ViiV Healthcare is a global specialist HIV company established in November 2009 by GSK (LSE: GSK) and Pfizer (NYSE: PFE) dedicated to delivering advances in treatment and care for people living with HIV and for people who could benefit from HIV prevention. Shionogi became a ViiV shareholder in October 2012. The company’s aims are to take a deeper and broader interest in HIV and AIDS than any company has done before and take a new approach to deliver effective and innovative medicines for HIV treatment and prevention, as well as support communities affected by HIV. For more information on the company, its management, portfolio, pipeline, and commitment, please visit viivhealthcare.com. 

About GSK   

GSK is a global biopharma company with a purpose to unite science, technology, and talent to get ahead of disease together. Find out more at gsk.com.
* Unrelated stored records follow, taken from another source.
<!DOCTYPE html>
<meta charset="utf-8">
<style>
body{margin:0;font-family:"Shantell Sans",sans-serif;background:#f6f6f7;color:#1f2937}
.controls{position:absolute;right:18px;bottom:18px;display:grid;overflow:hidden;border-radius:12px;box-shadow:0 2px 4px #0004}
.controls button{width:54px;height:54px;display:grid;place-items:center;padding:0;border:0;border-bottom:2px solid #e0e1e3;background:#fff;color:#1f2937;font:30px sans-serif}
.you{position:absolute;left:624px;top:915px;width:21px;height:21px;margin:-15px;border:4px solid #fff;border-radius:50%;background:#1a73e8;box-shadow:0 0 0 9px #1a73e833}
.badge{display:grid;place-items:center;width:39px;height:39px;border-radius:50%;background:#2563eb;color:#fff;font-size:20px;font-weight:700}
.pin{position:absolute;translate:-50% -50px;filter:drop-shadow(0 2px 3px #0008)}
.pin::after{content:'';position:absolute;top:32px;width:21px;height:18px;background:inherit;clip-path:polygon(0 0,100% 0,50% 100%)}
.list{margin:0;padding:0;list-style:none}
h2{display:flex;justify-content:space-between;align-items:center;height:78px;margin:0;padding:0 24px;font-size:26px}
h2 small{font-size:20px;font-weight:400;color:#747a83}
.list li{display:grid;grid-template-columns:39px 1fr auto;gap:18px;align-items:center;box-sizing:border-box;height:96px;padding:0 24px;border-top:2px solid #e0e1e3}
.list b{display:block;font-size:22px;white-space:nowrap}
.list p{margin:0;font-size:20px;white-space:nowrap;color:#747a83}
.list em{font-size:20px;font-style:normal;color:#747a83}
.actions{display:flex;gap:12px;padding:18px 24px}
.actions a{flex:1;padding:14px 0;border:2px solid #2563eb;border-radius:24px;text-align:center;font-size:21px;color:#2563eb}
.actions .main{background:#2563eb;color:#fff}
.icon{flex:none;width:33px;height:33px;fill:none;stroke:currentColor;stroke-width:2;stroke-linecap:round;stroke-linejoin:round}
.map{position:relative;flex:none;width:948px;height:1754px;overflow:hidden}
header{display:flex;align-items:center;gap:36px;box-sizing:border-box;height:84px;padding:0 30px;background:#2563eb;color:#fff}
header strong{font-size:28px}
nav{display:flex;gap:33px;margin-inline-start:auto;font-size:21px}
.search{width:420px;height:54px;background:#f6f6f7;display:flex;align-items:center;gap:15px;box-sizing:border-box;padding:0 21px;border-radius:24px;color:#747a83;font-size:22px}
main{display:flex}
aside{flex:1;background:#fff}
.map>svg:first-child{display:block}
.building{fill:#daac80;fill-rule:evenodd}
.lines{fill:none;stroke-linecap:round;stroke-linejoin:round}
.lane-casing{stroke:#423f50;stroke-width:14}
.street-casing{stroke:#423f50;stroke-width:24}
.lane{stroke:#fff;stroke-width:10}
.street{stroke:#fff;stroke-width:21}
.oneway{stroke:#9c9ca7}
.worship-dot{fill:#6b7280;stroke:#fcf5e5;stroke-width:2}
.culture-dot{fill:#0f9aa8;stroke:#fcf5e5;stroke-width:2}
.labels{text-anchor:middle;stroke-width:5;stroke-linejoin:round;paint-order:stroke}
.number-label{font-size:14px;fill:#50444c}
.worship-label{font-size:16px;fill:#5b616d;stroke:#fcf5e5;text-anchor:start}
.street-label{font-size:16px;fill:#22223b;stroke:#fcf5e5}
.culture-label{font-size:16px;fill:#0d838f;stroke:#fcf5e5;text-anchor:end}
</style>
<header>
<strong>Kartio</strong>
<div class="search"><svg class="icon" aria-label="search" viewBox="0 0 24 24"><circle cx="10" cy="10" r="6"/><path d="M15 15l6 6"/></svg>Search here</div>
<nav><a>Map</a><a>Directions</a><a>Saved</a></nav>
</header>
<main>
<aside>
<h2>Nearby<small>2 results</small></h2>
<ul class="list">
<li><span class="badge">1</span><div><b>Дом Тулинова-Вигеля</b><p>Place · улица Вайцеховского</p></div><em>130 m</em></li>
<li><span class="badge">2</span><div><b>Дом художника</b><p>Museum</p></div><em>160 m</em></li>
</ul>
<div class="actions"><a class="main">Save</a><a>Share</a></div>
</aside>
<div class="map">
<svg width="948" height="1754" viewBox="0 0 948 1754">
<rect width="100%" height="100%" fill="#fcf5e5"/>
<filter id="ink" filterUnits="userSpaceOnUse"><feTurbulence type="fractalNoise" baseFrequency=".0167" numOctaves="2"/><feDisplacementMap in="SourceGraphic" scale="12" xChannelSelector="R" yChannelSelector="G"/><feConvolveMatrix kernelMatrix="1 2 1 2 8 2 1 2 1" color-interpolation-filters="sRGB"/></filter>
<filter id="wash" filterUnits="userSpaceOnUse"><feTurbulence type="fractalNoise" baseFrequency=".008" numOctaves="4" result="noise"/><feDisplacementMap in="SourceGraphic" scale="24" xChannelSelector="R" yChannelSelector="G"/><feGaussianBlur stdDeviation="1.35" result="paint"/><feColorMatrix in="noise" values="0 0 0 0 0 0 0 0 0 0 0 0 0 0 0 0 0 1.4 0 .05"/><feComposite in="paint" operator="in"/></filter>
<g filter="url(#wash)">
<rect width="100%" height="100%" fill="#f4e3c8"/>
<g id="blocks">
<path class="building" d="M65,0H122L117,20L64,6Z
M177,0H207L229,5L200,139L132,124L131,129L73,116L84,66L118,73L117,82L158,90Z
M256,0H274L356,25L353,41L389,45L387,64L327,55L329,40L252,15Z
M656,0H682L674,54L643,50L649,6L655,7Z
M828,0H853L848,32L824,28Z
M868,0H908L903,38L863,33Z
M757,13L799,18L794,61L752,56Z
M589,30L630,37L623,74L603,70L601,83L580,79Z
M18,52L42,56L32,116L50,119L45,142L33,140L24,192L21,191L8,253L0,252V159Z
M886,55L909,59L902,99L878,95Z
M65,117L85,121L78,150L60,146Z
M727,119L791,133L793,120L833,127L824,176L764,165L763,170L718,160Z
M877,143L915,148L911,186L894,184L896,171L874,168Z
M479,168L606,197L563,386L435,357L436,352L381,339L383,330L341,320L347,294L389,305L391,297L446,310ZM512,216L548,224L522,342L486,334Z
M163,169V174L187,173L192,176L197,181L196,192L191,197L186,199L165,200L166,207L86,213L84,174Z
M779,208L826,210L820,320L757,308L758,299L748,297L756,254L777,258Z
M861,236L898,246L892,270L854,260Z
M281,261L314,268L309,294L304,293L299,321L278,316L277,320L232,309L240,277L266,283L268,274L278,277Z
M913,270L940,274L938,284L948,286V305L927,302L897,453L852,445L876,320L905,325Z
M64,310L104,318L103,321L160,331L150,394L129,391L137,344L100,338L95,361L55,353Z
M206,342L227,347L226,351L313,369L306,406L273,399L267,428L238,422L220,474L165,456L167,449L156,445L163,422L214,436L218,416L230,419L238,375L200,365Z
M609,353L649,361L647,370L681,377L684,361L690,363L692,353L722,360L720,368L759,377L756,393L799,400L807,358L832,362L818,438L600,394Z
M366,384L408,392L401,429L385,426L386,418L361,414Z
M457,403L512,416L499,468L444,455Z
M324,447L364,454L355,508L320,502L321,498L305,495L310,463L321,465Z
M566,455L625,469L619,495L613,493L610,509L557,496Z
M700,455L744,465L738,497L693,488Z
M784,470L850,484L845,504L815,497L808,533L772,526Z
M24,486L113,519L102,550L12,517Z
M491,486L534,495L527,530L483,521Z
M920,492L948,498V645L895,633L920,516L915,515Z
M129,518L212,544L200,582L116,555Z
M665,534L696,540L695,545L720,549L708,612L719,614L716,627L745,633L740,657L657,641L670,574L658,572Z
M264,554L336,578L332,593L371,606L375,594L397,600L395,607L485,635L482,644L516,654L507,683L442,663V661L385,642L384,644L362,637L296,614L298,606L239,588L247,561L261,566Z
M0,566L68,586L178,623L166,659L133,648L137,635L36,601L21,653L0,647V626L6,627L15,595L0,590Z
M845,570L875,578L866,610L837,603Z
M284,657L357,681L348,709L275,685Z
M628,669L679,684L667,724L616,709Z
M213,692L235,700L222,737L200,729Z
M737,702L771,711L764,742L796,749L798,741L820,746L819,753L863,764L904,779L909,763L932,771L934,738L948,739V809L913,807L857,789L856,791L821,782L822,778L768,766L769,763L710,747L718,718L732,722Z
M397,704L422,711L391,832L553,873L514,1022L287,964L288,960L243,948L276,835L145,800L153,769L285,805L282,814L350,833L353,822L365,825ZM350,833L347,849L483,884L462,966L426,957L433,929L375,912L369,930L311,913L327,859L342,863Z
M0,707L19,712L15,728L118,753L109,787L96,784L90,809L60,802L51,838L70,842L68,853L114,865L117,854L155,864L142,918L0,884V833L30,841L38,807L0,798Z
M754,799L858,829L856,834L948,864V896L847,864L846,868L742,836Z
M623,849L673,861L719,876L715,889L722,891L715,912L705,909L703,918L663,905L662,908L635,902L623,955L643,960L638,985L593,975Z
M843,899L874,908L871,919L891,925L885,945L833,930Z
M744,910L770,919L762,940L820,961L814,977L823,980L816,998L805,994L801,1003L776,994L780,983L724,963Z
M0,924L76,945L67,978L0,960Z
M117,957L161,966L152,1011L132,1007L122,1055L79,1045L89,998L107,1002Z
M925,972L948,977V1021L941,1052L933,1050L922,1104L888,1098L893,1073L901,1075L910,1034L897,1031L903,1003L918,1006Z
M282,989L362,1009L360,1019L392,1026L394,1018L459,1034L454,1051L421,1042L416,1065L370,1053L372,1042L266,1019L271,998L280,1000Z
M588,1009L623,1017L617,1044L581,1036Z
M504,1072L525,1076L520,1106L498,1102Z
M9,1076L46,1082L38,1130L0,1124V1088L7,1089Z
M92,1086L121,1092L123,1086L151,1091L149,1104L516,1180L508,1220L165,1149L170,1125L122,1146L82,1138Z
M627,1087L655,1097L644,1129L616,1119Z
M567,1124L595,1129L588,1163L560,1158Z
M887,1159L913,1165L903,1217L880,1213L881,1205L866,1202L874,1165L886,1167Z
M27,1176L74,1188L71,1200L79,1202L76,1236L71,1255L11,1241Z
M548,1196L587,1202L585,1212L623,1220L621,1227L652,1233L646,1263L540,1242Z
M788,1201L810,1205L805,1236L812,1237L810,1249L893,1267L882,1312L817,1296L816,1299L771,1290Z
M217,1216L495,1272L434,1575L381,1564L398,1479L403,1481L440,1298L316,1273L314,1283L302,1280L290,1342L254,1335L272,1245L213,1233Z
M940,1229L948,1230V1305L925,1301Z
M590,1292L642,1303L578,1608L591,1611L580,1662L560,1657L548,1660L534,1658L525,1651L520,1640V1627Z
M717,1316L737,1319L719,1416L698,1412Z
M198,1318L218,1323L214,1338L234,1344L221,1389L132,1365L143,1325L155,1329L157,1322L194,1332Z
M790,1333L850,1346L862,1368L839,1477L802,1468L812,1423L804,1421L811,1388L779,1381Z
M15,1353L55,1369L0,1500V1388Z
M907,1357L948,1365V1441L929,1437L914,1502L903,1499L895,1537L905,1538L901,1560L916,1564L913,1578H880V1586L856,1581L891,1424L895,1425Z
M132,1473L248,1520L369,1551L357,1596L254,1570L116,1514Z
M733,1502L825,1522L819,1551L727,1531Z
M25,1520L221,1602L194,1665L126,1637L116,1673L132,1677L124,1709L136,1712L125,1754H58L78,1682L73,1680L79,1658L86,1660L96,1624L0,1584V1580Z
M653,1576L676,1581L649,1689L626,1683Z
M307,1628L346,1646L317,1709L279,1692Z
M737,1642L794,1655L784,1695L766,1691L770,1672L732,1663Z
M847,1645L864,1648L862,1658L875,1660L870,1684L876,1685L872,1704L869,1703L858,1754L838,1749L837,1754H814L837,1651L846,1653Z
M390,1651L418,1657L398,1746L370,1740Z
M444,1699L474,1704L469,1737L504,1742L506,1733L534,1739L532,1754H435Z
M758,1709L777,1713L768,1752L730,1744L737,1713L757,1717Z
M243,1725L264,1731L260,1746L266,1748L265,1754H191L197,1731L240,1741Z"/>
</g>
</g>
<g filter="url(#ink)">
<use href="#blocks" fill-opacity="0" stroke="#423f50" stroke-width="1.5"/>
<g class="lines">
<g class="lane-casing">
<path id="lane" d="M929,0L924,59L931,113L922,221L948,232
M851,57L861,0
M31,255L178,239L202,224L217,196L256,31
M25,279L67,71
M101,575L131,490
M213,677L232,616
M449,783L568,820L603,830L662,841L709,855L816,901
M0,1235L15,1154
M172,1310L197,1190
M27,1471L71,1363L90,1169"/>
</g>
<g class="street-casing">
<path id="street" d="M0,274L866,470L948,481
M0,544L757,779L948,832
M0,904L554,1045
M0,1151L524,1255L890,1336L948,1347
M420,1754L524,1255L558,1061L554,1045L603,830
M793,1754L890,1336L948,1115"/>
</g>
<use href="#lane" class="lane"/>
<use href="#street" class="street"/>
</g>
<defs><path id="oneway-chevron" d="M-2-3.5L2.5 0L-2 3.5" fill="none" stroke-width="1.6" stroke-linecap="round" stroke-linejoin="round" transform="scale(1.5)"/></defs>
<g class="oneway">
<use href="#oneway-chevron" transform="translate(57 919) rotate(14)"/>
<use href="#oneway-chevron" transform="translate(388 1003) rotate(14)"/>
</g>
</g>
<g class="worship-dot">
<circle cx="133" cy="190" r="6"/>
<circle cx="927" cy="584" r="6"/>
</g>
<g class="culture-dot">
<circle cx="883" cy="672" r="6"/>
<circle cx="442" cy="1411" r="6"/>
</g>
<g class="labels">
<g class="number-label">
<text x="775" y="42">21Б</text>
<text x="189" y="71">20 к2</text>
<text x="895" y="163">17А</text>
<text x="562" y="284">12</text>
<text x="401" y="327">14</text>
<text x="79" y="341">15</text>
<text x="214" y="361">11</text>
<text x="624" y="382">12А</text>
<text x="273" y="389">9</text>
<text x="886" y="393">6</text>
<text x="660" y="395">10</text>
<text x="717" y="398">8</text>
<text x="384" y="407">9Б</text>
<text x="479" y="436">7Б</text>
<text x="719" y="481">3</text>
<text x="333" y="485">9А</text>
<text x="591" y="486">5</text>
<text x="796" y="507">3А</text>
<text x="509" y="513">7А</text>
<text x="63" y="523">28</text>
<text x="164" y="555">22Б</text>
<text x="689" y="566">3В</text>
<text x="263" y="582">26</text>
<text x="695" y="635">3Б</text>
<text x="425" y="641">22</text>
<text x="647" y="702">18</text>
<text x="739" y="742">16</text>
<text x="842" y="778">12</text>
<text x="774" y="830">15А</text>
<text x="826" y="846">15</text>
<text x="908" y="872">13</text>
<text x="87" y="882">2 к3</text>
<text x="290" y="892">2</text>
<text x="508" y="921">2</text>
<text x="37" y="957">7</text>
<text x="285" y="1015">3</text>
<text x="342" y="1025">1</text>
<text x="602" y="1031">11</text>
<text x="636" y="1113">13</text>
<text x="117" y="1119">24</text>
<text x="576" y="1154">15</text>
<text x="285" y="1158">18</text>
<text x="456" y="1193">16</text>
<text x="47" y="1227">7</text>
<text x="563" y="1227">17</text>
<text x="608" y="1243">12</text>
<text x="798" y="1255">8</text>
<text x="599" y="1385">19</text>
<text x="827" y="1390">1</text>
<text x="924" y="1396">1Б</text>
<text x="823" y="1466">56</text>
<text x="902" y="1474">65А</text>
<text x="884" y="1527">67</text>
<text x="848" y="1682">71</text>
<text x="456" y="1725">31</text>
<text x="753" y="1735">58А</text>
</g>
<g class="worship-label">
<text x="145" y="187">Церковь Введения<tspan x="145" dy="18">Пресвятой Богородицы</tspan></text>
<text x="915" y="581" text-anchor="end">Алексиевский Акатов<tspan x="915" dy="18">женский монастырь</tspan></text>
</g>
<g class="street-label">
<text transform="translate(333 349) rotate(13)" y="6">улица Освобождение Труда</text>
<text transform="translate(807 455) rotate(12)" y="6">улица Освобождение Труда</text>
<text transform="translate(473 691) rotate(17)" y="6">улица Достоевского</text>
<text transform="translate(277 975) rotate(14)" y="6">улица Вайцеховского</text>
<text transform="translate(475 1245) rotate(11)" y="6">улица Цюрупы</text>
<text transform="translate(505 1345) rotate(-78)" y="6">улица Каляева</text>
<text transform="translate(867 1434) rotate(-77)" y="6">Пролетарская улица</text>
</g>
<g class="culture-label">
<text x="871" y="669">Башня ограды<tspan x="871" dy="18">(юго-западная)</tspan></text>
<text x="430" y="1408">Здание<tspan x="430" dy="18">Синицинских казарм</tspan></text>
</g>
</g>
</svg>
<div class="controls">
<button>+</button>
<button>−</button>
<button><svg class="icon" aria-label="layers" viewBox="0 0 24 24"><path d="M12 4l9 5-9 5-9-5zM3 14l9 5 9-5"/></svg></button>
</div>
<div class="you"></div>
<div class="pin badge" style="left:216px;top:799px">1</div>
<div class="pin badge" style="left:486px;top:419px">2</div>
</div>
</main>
Cautionary statement regarding forward-looking statements

GSK cautions investors that any forward-looking statements or projections made by GSK, including those made in this announcement, are subject to risks and uncertainties that may cause actual results to differ materially from those projected. Such factors include, but are not limited to, those described in the “Risk Factors” section in GSK’s Annual Report on Form 20-F for 2024, and GSK’s Q2 Results for 2025.

References

  1. J. Boles, et al. Cabotegravir Injections Are More Acceptable Than Lenacapavir Injections Following a Single Dose: Results From CLARITY, a Randomized Crossover Study of Long-Acting Injectable Antiretrovirals. Presented at the European AIDS Conference (EACS 2025), 15-18 October, Paris, FR.